Ce qui est certain c’est que les étudiants participant à ce projet ont su ne plus être « Under pressure » comme Bowie l’a chanté, et que le chant les a rendus heureux.

Victoria Robert

Le concert a lieu au grand amphithéâtre de La Sorbonne. Il est organisé par la Clef des Chants, le chœur de la Sorbonne, accompagné par l’orchestre McFly Orchestra, sous la direction de Benoît Reeves.

Si ce soir l’on est venu pour le plaisir des oreilles, nos yeux ne seront pas en reste.

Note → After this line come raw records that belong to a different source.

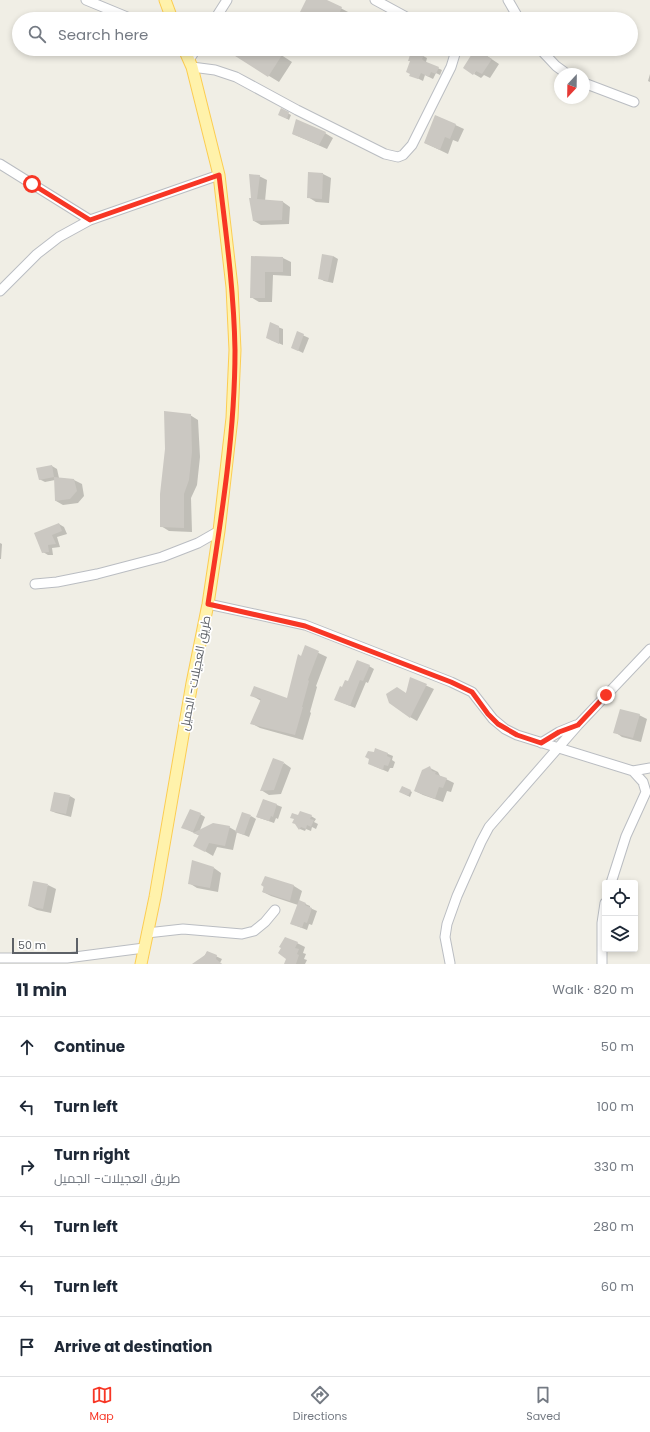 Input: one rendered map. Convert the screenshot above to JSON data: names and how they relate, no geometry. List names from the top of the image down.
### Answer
{
  "streets": {
    "main road": ["طريق العجيلات- الجميل"]
  },
  "scale_bar": "50 m",
  "north": "bottom",
  "page": {
    "search": "Search here",
    "scale": "50 m",
    "heading": ["11 min", "Walk · 820 m"],
    "list": [
      ["Continue", "50 m"],
      ["Turn left", "100 m"],
      ["Turn right", "طريق العجيلات- الجميل", "330 m"],
      ["Turn left", "280 m"],
      ["Turn left", "60 m"],
      "Arrive at destination"
    ],
    "nav": ["Map", "Directions", "Saved"]
  }
} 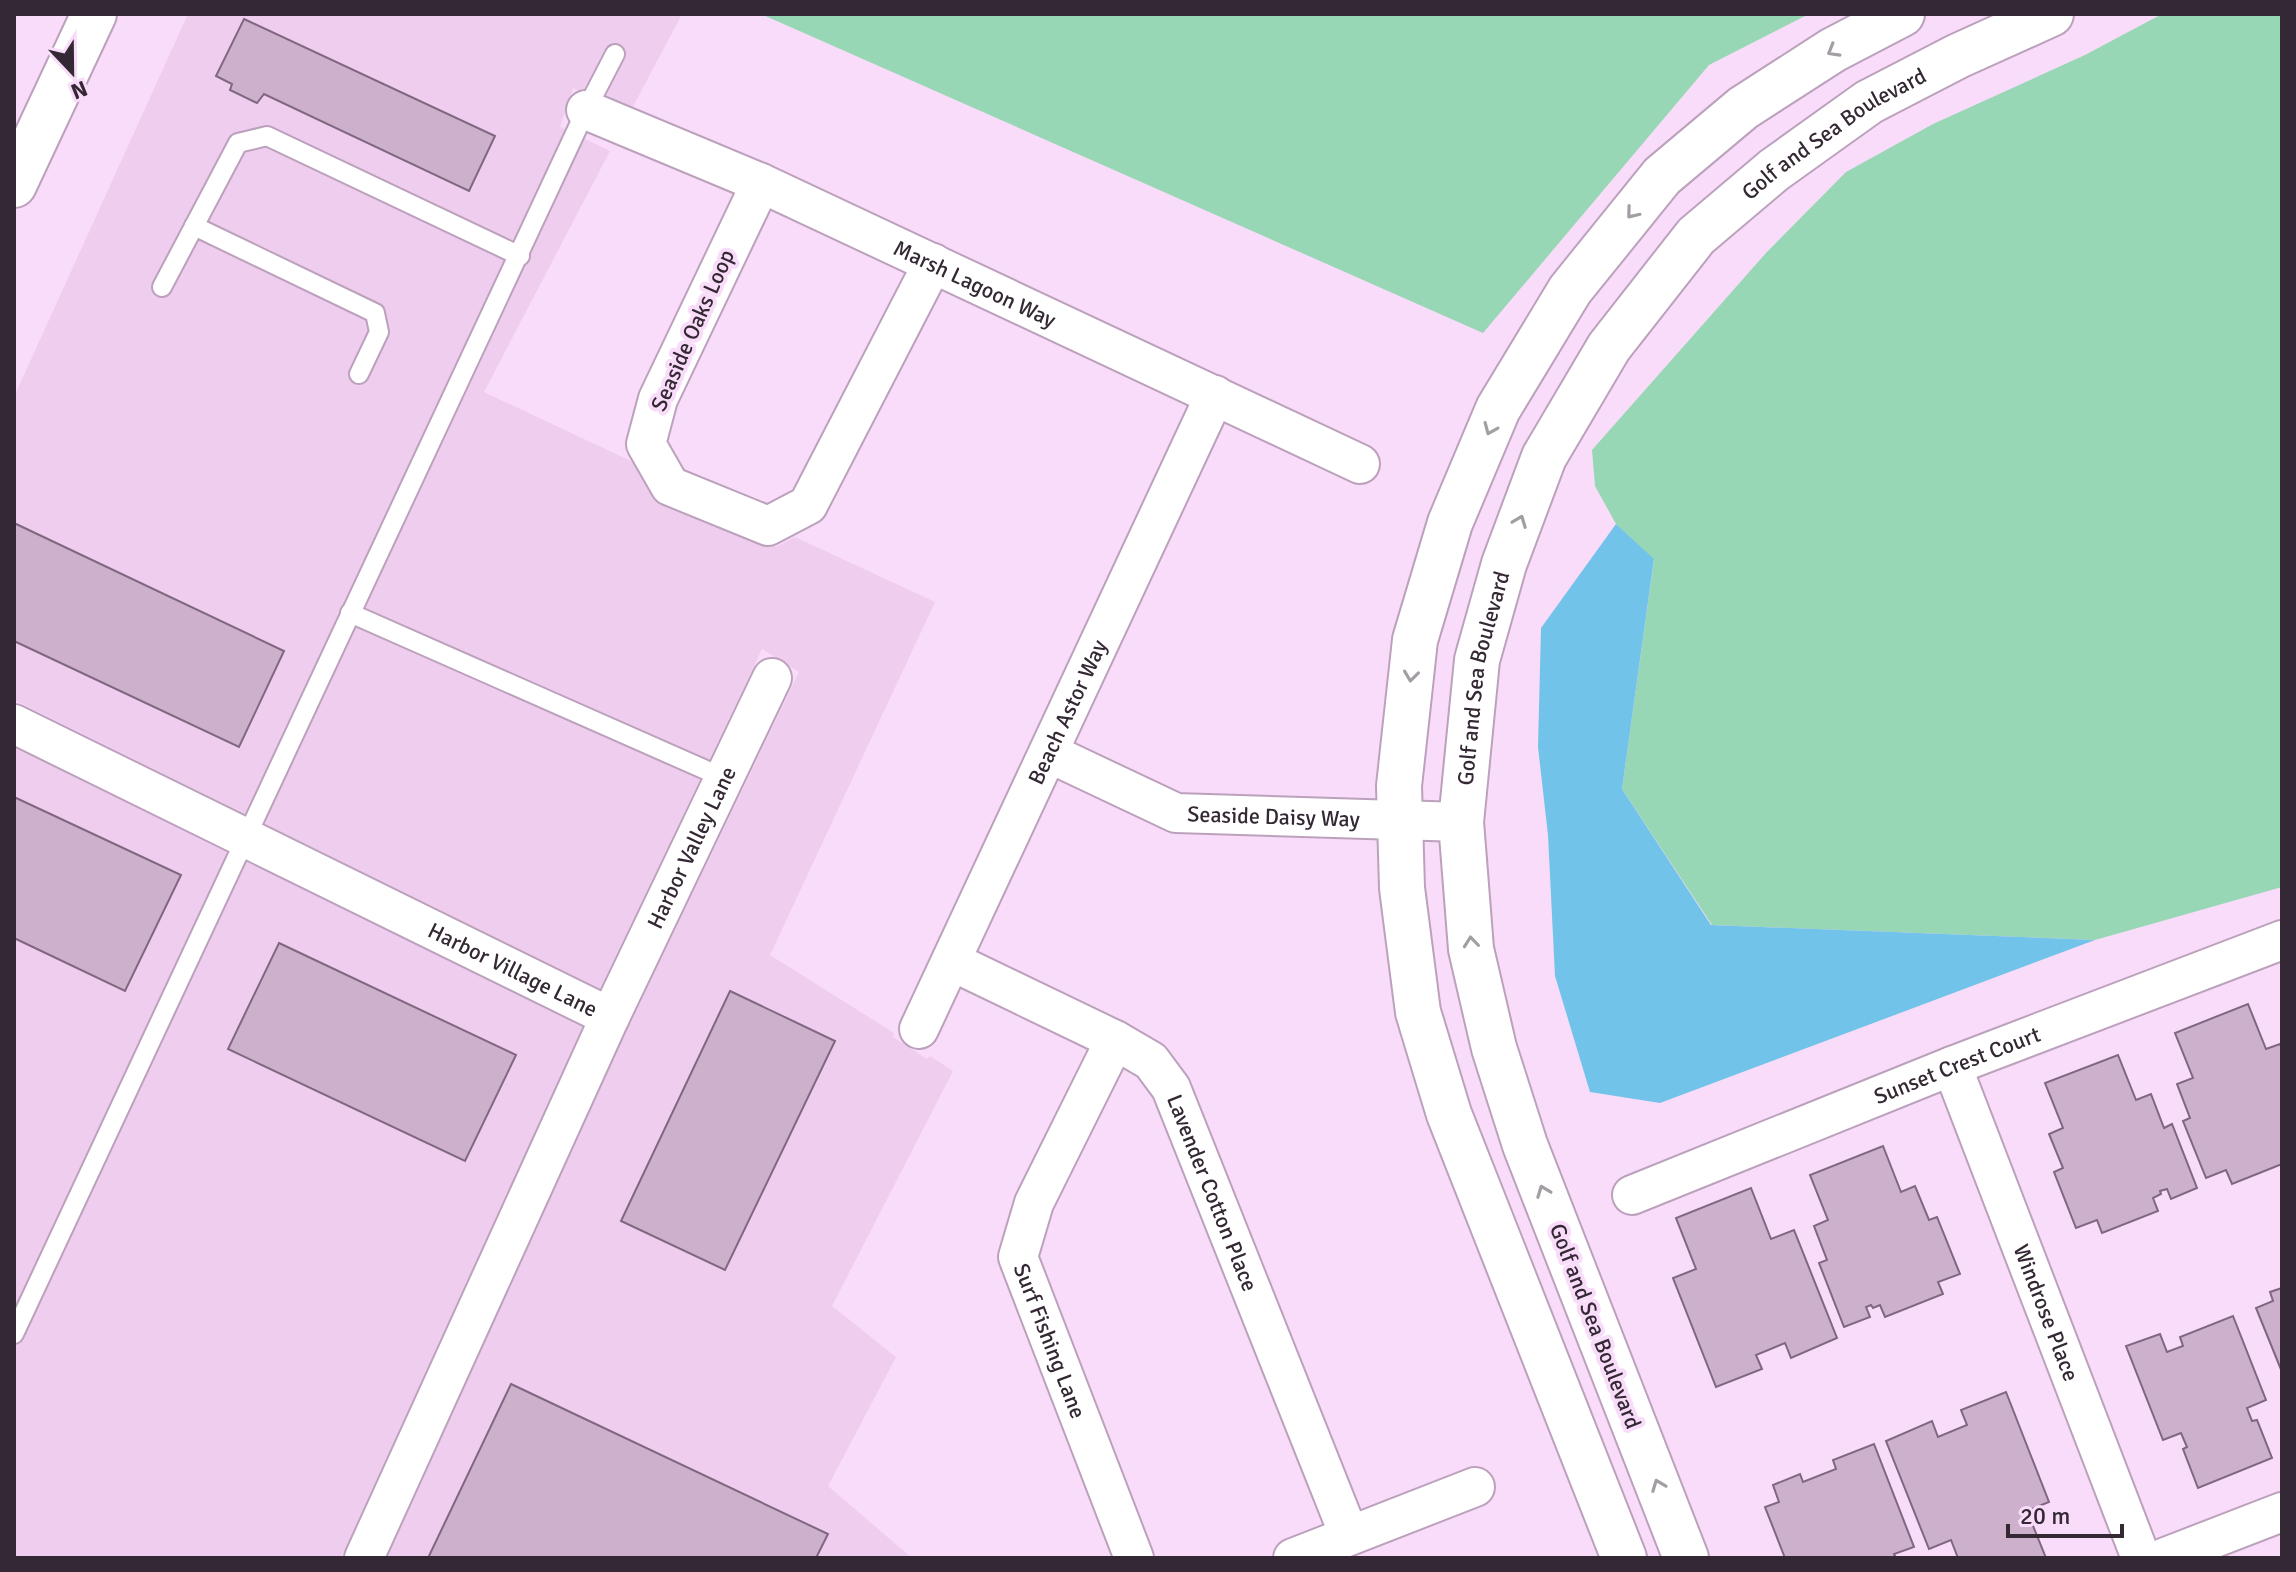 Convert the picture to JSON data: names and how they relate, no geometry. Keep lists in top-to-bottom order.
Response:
{
  "streets": {
    "street": [
      "Golf and Sea Boulevard",
      "Marsh Lagoon Way",
      "Seaside Oaks Loop",
      "Beach Astor Way",
      "Seaside Daisy Way",
      "Harbor Valley Lane",
      "Harbor Village Lane",
      "Sunset Crest Court",
      "Lavender Cotton Place",
      "Windrose Place",
      "Surf Fishing Lane"
    ]
  },
  "crossings": [
    ["Golf and Sea Boulevard", "Seaside Daisy Way"],
    ["Marsh Lagoon Way", "Seaside Oaks Loop"],
    ["Marsh Lagoon Way", "Beach Astor Way"],
    ["Beach Astor Way", "Seaside Daisy Way"],
    ["Beach Astor Way", "Lavender Cotton Place"],
    ["Harbor Valley Lane", "Harbor Village Lane"],
    ["Sunset Crest Court", "Windrose Place"],
    ["Lavender Cotton Place", "Surf Fishing Lane"]
  ],
  "one_way": ["Golf and Sea Boulevard"],
  "scale_bar": "20 m",
  "north": "bottom"
}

Le hall d’entrée de la Rue des Écoles nous plonge dans le faste le plus complet : S incrustés dans les portes, dorures, hauts plafonds … Nous avons la certitude d’être entrés dans un temple, voué ce soir au culte de la musique. Le grand amphithéâtre ne laisse pas nos pupilles en reste. Le concert se place sous les mânes d’augustes ancêtres : Pascal, Descartes, Richelieu etc. Hubert Reeves nous adresse un propos liminaire fort intéressant sur les liens entre musique et astrophysique. Il nous rappelle que l’homme est l’artisan du huitième jour, celui qui refuse de se reposer pour continuer à créer tout ce qui lui manque, notamment la musique. Chose à la fois inutile et puissamment essentielle.

Soudain, le concert débute. Les œuvres choisies sont jouées avec beaucoup de professionnalisme et sont pour la plupart exécutées sans accro. On regrettera peut-être le trop faible éclectisme des morceaux interprétés, sans oublier toutefois la gageure que représente déjà un tel travail. Le plus beau moment a lieu lorsqu’une soliste interprète le Kyrie de la messe en ut de Mozart. Le morceau est difficile, et l’on sent toute la fragilité de cette voix encore jeune qui s’ingénie à suivre les inflexions que lui réclame la partition. Ce n’est peut-être pas une exécution parfaite, mais cette juvénilité dans l’expression, ainsi que cette douceur élégiaque dans la voix, saisissent la salle d’une émotion vive, recueillie et reconnaissante.

Après une première partie « classique », durant laquelle la statue de Pascal n’aurait sans doute rien trouvé à redire, le concert se laisse porter vers quelque chose de plus contemporain. Les « tubes » s’enchaînent, en passant de Queen à Téléphone. Nos choristes s’encanaillent alors, n’hésitant pas à arborer des lunettes de soleil, tandis que le chef d’orchestre, bougeant au rythme endiablé de son chœur, agite frénétiquement une baguette multicolore.

Le concert se termine sous les applaudissements nourris du public. Quel plaisir de voir de jeunes filles danser à côté de leurs aînées, qui n’ont d’ailleurs rien à envier au déhanché de leurs camarades. Ainsi la musique, encore une fois, a su nous rendre meilleurs. On a déjà hâte à l’année prochaine.